**ABOUT THIS TASK**
Everything from the line containing "List all text" through the final line of the listing below should be given again, word for word, and nothing else.

**RECORDS FOR PROCESSING**
****
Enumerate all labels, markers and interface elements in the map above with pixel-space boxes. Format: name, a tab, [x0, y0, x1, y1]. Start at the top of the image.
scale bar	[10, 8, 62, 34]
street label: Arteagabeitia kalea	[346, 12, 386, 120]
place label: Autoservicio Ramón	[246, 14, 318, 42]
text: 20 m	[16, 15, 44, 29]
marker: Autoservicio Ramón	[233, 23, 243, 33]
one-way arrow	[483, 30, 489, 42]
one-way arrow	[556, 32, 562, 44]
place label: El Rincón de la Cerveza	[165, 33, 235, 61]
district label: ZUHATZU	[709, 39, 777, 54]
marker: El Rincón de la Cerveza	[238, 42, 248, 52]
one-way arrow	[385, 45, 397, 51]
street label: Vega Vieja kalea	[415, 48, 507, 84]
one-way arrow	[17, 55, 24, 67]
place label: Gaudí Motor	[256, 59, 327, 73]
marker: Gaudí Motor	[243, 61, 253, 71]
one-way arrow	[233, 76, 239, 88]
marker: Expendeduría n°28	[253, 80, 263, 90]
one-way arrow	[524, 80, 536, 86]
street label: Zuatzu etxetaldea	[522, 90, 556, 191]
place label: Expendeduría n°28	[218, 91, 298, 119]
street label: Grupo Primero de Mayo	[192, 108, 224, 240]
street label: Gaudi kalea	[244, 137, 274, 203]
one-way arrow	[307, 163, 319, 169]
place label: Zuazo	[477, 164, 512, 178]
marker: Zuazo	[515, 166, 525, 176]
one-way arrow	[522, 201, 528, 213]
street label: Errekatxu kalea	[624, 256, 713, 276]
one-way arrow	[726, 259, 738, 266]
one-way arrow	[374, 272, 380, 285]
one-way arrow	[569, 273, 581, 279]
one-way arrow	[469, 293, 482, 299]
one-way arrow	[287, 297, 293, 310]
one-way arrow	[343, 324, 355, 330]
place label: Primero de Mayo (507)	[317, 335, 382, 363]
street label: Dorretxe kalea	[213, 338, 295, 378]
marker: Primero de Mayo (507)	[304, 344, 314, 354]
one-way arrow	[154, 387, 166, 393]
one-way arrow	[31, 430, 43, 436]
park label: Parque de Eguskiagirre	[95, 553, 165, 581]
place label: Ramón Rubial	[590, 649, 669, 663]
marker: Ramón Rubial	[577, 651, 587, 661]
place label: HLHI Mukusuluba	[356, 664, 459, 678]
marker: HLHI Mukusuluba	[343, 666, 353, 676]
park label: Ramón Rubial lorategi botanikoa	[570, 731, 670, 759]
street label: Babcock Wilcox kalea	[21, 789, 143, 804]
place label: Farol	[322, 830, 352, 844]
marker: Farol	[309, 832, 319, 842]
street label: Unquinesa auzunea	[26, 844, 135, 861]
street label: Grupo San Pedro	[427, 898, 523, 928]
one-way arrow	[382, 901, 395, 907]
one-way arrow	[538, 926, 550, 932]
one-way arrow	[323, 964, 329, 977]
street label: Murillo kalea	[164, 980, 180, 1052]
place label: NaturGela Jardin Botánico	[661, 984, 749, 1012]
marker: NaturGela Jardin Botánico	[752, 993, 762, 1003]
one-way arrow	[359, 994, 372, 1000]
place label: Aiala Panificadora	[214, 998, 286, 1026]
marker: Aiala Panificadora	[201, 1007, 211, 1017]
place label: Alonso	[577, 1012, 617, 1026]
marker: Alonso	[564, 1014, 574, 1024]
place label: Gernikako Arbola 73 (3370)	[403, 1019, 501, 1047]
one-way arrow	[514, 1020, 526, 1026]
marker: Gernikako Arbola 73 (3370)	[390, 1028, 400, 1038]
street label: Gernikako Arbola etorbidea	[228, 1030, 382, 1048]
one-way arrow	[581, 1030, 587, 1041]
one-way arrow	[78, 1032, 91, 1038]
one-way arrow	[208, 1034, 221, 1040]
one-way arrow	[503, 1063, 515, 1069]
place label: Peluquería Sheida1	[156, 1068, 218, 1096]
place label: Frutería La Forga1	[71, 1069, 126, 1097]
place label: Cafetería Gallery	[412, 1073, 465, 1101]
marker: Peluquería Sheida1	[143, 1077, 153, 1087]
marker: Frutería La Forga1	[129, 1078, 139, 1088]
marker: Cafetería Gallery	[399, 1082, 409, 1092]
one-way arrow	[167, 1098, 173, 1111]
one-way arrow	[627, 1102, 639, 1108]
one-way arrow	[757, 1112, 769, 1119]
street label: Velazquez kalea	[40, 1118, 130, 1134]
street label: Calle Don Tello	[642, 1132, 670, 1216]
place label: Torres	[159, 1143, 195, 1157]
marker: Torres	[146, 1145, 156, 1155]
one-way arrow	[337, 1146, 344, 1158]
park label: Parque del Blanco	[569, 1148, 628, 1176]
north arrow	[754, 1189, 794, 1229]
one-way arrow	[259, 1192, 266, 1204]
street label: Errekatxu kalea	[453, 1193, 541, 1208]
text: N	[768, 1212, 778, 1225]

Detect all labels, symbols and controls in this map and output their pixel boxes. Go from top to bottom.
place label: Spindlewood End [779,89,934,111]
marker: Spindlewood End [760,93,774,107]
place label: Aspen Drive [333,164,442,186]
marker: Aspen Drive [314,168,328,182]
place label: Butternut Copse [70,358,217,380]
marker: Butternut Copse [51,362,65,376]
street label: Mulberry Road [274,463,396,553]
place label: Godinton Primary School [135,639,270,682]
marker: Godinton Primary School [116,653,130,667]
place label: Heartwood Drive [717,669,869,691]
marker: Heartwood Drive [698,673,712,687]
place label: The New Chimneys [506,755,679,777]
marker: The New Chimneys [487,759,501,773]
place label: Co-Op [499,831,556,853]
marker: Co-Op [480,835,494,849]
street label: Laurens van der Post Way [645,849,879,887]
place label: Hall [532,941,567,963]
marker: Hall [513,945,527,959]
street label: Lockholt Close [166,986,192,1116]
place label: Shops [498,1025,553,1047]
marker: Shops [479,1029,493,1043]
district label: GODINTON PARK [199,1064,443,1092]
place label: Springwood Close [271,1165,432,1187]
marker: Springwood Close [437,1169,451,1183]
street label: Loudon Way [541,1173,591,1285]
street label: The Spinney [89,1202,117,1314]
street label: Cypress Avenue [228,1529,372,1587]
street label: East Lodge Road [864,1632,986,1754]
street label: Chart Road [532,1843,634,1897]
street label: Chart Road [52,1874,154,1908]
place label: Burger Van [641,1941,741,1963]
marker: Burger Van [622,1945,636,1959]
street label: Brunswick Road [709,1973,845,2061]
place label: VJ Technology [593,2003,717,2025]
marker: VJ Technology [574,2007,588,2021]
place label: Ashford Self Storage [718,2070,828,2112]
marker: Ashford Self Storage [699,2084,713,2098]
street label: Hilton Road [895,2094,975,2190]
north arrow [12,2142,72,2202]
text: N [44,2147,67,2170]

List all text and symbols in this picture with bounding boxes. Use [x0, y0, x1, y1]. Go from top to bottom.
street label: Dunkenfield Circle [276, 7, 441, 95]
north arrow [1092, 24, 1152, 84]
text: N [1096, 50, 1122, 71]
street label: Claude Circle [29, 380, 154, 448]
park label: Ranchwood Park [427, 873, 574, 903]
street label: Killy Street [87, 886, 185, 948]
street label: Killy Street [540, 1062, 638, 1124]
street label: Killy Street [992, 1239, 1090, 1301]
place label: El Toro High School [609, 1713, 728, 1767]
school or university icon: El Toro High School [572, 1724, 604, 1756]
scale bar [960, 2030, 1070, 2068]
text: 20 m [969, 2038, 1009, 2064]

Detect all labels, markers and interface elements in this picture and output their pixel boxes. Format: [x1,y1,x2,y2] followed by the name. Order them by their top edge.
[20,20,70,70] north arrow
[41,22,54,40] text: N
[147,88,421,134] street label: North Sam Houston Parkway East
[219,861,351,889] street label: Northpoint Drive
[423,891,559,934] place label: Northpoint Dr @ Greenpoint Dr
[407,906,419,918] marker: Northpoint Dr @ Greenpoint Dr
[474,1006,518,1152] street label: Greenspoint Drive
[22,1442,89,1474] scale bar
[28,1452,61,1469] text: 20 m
****
**REPLY TO THE EXERCISE**
List all text and symbols in this picture with bounding boxes. Use [x0, y0, x1, y1]. Go from top to bottom.
street label: Dunkenfield Circle [276, 7, 441, 95]
north arrow [1092, 24, 1152, 84]
text: N [1096, 50, 1122, 71]
street label: Claude Circle [29, 380, 154, 448]
park label: Ranchwood Park [427, 873, 574, 903]
street label: Killy Street [87, 886, 185, 948]
street label: Killy Street [540, 1062, 638, 1124]
street label: Killy Street [992, 1239, 1090, 1301]
place label: El Toro High School [609, 1713, 728, 1767]
school or university icon: El Toro High School [572, 1724, 604, 1756]
scale bar [960, 2030, 1070, 2068]
text: 20 m [969, 2038, 1009, 2064]

Detect all labels, markers and interface elements in this picture and output their pixel boxes. Format: [x1,y1,x2,y2] followed by the name. Order them by their top edge.
[20,20,70,70] north arrow
[41,22,54,40] text: N
[147,88,421,134] street label: North Sam Houston Parkway East
[219,861,351,889] street label: Northpoint Drive
[423,891,559,934] place label: Northpoint Dr @ Greenpoint Dr
[407,906,419,918] marker: Northpoint Dr @ Greenpoint Dr
[474,1006,518,1152] street label: Greenspoint Drive
[22,1442,89,1474] scale bar
[28,1452,61,1469] text: 20 m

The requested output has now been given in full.